One bleary morning in a darkened art history classroom—think Modernism 101—a slide of the interior of Étant donnés: 1° la chute d'eau / 2° le gaz d'éclairage (1946-1966) flashed by. Its glimmering afterimage remained in my mind’s eye long after. One might say it never really left. I still remember how rattled I was as I tried to make sense of it. The odd installation didn’t fit into what was being taught as modern art at the time, yet conversely—perversely—it nominally coincided with enough of what art history syllabi then encompassed: female nudity mediated by a male gaze, corporeality framed by idyllic landscapes. What perhaps shook me most, however, was that it didn’t tally at all with what I was just learning about the art of its maker. Duchamp, the painter turned cool conceptualist. Duchamp, father of the readymade and chess-playing lover of puns. Duchamp, the sometime art dealer, occasional crossdresser, and elegant prankster who had definitively “retired” by the 1930s. Even if these myriad “Duchamps”already indicated a great flexibility regarding the concept of art and artist, it was Etant donnés, I thought, that didn’t fit. And I was not alone in thinking so. Yes, sure, The Large Glass may have evoked frustrated erotic impulses and unconsummated sexual desire (something you might surmise only if you read the artist’s notes on the work) and, indeed, his language games were sometimes bawdy, but nothing in his oeuvre prepared me for the crude and explicit realism, eerie diorama-like construction, or sheer in-your-face-ness of Etant donnés.

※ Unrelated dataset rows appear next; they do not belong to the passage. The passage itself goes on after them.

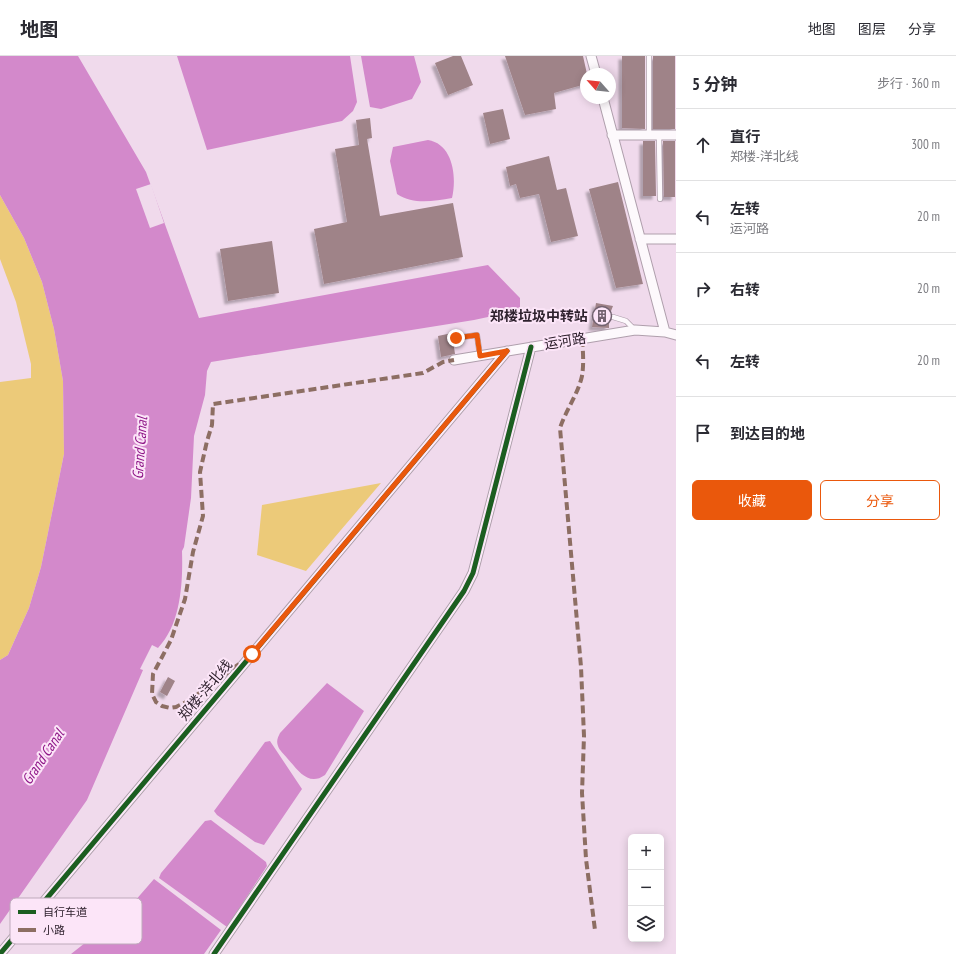 <!DOCTYPE html>
<html lang="zh">
<head>
<meta charset="utf-8">
<style>
  :root { --surface:#fff; --page:#f7f7f7; --text:#2b2b33; --muted:#7c7c81; --line:#e1e1e2; --accent:#ea580c }
  body { margin:0; font-family:"PT Sans Narrow","Noto Sans SC",sans-serif; background:var(--page); color:var(--text) }
  .controls { position:absolute; right:12px; bottom:12px; display:grid; overflow:hidden; border-radius:6px; box-shadow:0 2px 10px #0003 }
  .controls button { width:36px; height:36px; display:grid; place-items:center; padding:0; border:0; border-bottom:1px solid var(--line); background:var(--surface); color:var(--text); font:20px sans-serif }
  .compass { position:absolute; left:580px; top:12px; width:36px; height:36px; border-radius:50%; background:var(--surface); box-shadow:0 2px 10px #0003; rotate:297deg }
  .stop { position:absolute; width:12px; height:12px; margin:-9px; border:3px solid #ea580c; border-radius:50%; background:#fff }
  .stop.end { background:#ea580c; border-color:#fff; box-shadow:0 1px 4px #0008 }
  .list { margin:0; padding:0; list-style:none }
  h2 { display:flex; justify-content:space-between; align-items:center; height:52px; margin:0; padding:0 16px; font-size:17px }
  h2 small { font-size:13px; font-weight:400; color:var(--muted) }
  .list li { display:grid; grid-template-columns:26px 1fr auto; gap:12px; align-items:center; box-sizing:border-box; height:72px; padding:0 16px; border-top:1px solid var(--line) }
  .list b { display:block; font-size:15px; white-space:nowrap }
  .list p { margin:0; font-size:13px; white-space:nowrap; color:var(--muted) }
  .list em { font-size:13px; font-style:normal; color:var(--muted) }
  .actions { display:flex; gap:8px; padding:12px 16px }
  .actions a { flex:1; padding:9px 0; border:1px solid var(--accent); border-radius:6px; text-align:center; font-size:14px; color:var(--accent) }
  .actions .main { background:var(--accent); color:#fff }
  .icon { flex:none; width:22px; height:22px; fill:none; stroke:currentColor; stroke-width:2; stroke-linecap:round; stroke-linejoin:round }
  .map { position:relative; flex:none; width:676px; height:898px; overflow:hidden }
  header { display:flex; align-items:center; gap:24px; box-sizing:border-box; height:56px; padding:0 20px; background:var(--surface); border-bottom:1px solid var(--line) }
  header strong { font-size:19px }
  nav { display:flex; gap:22px; margin-inline-start:auto; font-size:14px }
  main { display:flex }
  aside { flex:1; background:var(--surface) }
  .map>svg:first-child { display:block }
  .green { fill:#ecca79 }
  .water { fill:#d389cb }
  .pier { fill:#f0daec }
  .building { fill:#9f8388; filter:url(#shadow) }
  .lines { fill:none; stroke-linecap:round; stroke-linejoin:round }
  .service-casing { stroke:#af9fac; stroke-width:6 }
  .minor-casing { stroke:#af9fac; stroke-width:11 }
  .service { stroke:#fdf9fc; stroke-width:4.5 }
  .minor { stroke:#fdf9fc; stroke-width:9 }
  .quiet { stroke:#8d6e63; stroke-width:4; stroke-dasharray:8 4; stroke-linecap:butt }
  .cycleway-casing { stroke:#fce5f8; stroke-width:8 }
  .cycleway { stroke:#1b5e20; stroke-width:5 }
  .route { stroke:#ea580c; stroke-width:5 }
  .labels { text-anchor:middle; stroke-width:4; stroke-linejoin:round; paint-order:stroke }
  .poi-label { font-size:14px; font-weight:bold; fill:#2e212d; stroke:#fce5f8; text-anchor:end }
  .street-label { font-size:14px; fill:#2e212d; stroke:#fce5f8 }
  .water-label { font-size:15px; font-style:italic; fill:#8e1587; stroke:#fce5f8 }
  .key { fill:#fce5f8; stroke:#beaabb; stroke-width:1 }
  .key-label { font-size:11px; fill:#2e212d }
</style>
</head>
<body>
<header>
<strong>地图</strong>
<nav><a>地图</a><a>图层</a><a>分享</a></nav>
</header>
<main>
<div class="map">
<svg width="676" height="898" viewBox="0 0 676 898">
  <defs>
    <filter id="shadow"><feDropShadow dx="-3.5" dy="3.5" stdDeviation="1" flood-color="#0004"/></filter>
  </defs>
  <rect width="100%" height="100%" fill="#f0daec"/>
  <path class="green" d="M0,139L24,182L42,226L54,273L63,325L64,398L41,511L29,552L8,599L0,604V326L31,322V308L16,246L0,203Z
    M381,427L306,515L257,499L262,449Z"/>
  <path class="water" d="M0,0H78L146,116L199,262L488,209L520,242V254L474,264L211,306L207,315L205,339L194,380L191,442L184,491L182,495C183,527 181,568 158,592L152,589L140,613L143,614L87,744L0,868V604L8,599L29,552L41,511L64,398L63,325L54,273L42,226L24,182L0,139Z
    M177,0H350L357,46L353,55L342,65L207,94Z
    M361,0H414L421,26L412,43L381,53L370,51Z
    M428,84C453,88 457,121 452,142C433,145 414,149 397,138L390,105L393,91Z
    M327,627L364,655L325,719C308,731 298,714 287,702C285,699 279,694 278,690C276,685 278,681 280,677Z
    M270,685L302,733L264,789L255,786L217,759L214,755L265,686Z
    M211,764L266,806L267,810L227,871L159,822L161,817L205,765Z
    M154,823L221,874L204,898H71L114,864L134,846Z"/>
  <path class="pier" d="M151,128L164,167L150,172L136,133Z"/>
  <path class="building" d="M453,0H461L473,29L448,39L435,7Z
    M505,0H583L587,18L586,28L554,37L556,53L525,59Z
    M622,0H645V73L622,72Z
    M653,0H675V73H653Z
    M503,53L510,83L490,88L483,57Z
    M370,62L372,82L367,83L380,160L453,147L463,201L324,228L314,173L347,166L335,93L359,89L356,64Z
    M643,85H655L656,140H643Z
    M663,85H675V141H664Z
    M549,100L557,134L566,132L578,180L551,186L539,138L520,142L516,128L510,130L506,111Z
    M618,126L643,228L616,232L589,133Z
    M272,185L279,237L228,245L220,193Z
    M596,247L613,250L609,260V272L592,271Z
    M452,277L455,298L441,301L438,280Z
    M168,621L175,625L167,640L160,636Z"/>
  <g class="lines">
    <defs>
      <path id="service" d="M649,0V79
        M659,79L660,143
        M613,261L626,265L635,274
        M456,282L477,279L480,300"/>
      <path id="minor" d="M591,0L596,18
        M603,42L665,276
        M612,79H676
        M640,183H676
        M454,304L635,274L665,276L676,279
        M0,898L507,295
        M214,898L464,535L473,517L531,291"/>
    </defs>
    <use href="#service" class="service-casing"/>
    <use href="#minor" class="minor-casing"/>
    <use href="#service" class="service"/>
    <use href="#minor" class="minor"/>
    <path class="quiet" d="M582,283C583,295 584,308 582,320C578,338 566,354 560,372L581,611L584,680L582,737L586,803L595,874
      M239,608L190,644L176,651L170,652L162,650L156,646L152,638L153,618L171,584L185,543L193,496L203,460L200,416L207,385L212,369L213,348L423,317L443,306L454,304"/>
    <defs>
      <path id="cycleway" d="M0,898L507,295
        M214,898L464,535L473,517L531,291"/>
    </defs>
    <use href="#cycleway" class="cycleway-casing"/>
    <use href="#cycleway" class="cycleway"/>
  </g>
  <g class="lines">
    <path class="route" d="M252,598L507,295L480,300L477,279L456,282"/>
  </g>
  <defs>
    <symbol id="building-ring" viewBox="-11 -11 22 22"><circle r="9.5" fill="#fce5f8" stroke="#726270" stroke-width="1.5"/><path d="M-4-6H4V6H1V3H-1V6H-4ZM-2.5-4.3h1.7v1.8h-1.7ZM.8-4.3h1.7v1.8H.8ZM-2.5-1h1.7V.8h-1.7ZM.8-1h1.7V.8H.8Z" fill="#726270"/></symbol>
  </defs>
  <g fill-rule="evenodd">
    <use href="#building-ring" x="591" y="249" width="22" height="22"/>
  </g>
  <g class="labels">
    <g class="poi-label">
      <text x="588" y="265">郑楼垃圾中转站</text>
    </g>
    <g class="street-label">
      <text transform="translate(565 285) rotate(-9)" y="5">运河路</text>
      <text transform="translate(205 634) rotate(-50)" y="5">郑楼-洋北线</text>
    </g>
    <g class="water-label">
      <text transform="translate(140 392) rotate(-86)" y="5">Grand Canal</text>
      <text transform="translate(43 701) rotate(-56)" y="5">Grand Canal</text>
    </g>
  </g>
  <rect x="10" y="842" width="132" height="46" rx="6" class="key"/>
  <rect x="18" y="854" width="18" height="4" fill="#1b5e20"/>
  <rect x="18" y="872" width="18" height="4" fill="#8d6e63"/>
  <g class="key-label">
    <text x="43" y="860">自行车道</text>
    <text x="43" y="878">小路</text>
  </g>
</svg>
<div class="controls">
<button>+</button>
<button>−</button>
<button><svg class="icon" aria-label="layers" viewBox="0 0 24 24"><path d="M12 4l9 5-9 5-9-5zM3 14l9 5 9-5"/></svg></button>
</div>
<svg class="compass" viewBox="-18 -18 36 36"><path d="M0-13l5 13h-10z" fill="#e53935"/><path d="M0 13l5-13h-10z" fill="#7c7c81"/></svg>
<div class="stop" style="left:252px;top:598px"></div>
<div class="stop end" style="left:456px;top:282px"></div>
</div>
<aside>
<h2>5 分钟<small>步行 · 360 m</small></h2>
<ul class="list">
<li><svg class="icon" aria-label="ahead" viewBox="0 0 24 24"><path d="M12 20V5M6 11l6-6 6 6"/></svg><div><b>直行</b><p>郑楼-洋北线</p></div><em>300 m</em></li>
<li><svg class="icon" aria-label="left" viewBox="0 0 24 24"><path d="M17 20v-9H6M10 6l-5 5 5 5"/></svg><div><b>左转</b><p>运河路</p></div><em>20 m</em></li>
<li><svg class="icon" aria-label="right" viewBox="0 0 24 24"><path d="M7 20v-9h11M14 6l5 5-5 5"/></svg><div><b>右转</b></div><em>20 m</em></li>
<li><svg class="icon" aria-label="left" viewBox="0 0 24 24"><path d="M17 20v-9H6M10 6l-5 5 5 5"/></svg><div><b>左转</b></div><em>20 m</em></li>
<li><svg class="icon" aria-label="arrive" viewBox="0 0 24 24"><path d="M6 21V4h12l-3 4 3 4H6"/></svg><div><b>到达目的地</b></div></li>
</ul>
<div class="actions"><a class="main">收藏</a><a>分享</a></div>
</aside>
</main>
</body>
</html>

When I asked about the piece (repeatedly and insistently, apparently), a professor told me that it was a mere train ride away, and I should go see it for myself. I hadn’t even realized it was possible to just visit it. The suggestion prompted an immediate trip to Philadelphia, where I was sure understanding would be found. Yet, with the experience, the tremors only deepened. They also created a fissure in my intellectual armor, like the hole in the piece’s brick wall, blasted open to allow a glimpse into the installation.
I read everything I could find about this posthumous enigma that Duchamp had so carefully hidden from the world while slyly ensuring its permanent museal custody—an act brought to culmination, essentially, from the grave. For someone who so many celebrated as the most important and influential artist of the twentieth century, the scholarly pickings on his final work were surprisingly slim, although it had been more than a quarter century since he had died. There were a number of scandalized feminist critiques, some embarrassed rejections, lots of inadequate passing mentions, a scant few serious assessments. Compared to the voluminous writing on the rest of his oeuvre, this discursive hush was, in a word, puzzling. But by that point, my inquiries into the piece were a mere distraction, a side hobby pursued, since in the meantime I had begun writing a doctoral thesis about Duchamp’s curatorial activities (before “curator” was a word in much use, he called himself a “generator-arbitrator”). Etant donnés didn’t fit into my study for an abundance of reasons—or so I thought. It took me some time to realize that the readymades’ questioning of the ontology of art and its institutions is indelibly connected to the impulses that drove Duchamp’s audacious exhibition-making; and these, in turn, are inseparably linked with Etant donnés’s unraveling of desire and close looking, surveillance and power, institutional norms and critical machinations.
The piece haunted me for years before I would draw those connections, and indeed before I would realize that Duchamp’s fastidious thinking about exhibitions and institutions would act as my own curatorial training course. I wouldn’t have gotten there at all had I not met Jacqueline Matisse Monnier early on. The daughter of Duchamp’s last wife Teeny (one of the few people to whom Duchamp confided his obscure project while it was being made), “Jackie,” as she was affectionately known, had inherited her mother’s devotion to Duchamp’s legacy, throwing herself into the task with a tenderness and an openness that was exceptional. She encouraged my nascent interest in Etant donnés, and smiled conspiratorially when I told her that the reticence of the late Philadelphia Museum of Art director Anne d’Harnoncourt regarding my questions had acted like a match to kindling, because it revealed the discomfort this endlessly troubling work still roused. (This was the same Anne d’Harnoncourt who, as a young woman, had installed the piece in the museum.) Meeting Jackie at regular intervals during the more than a decade and a half of my research was more than formative. It was essential. Generosity is such a crumb of a word relative to the capaciousness of what she gave me and, I imagine, every person approaching her for access to archives, stories, information. She propelled us all upward in a way that was gentle and light. Like a kite.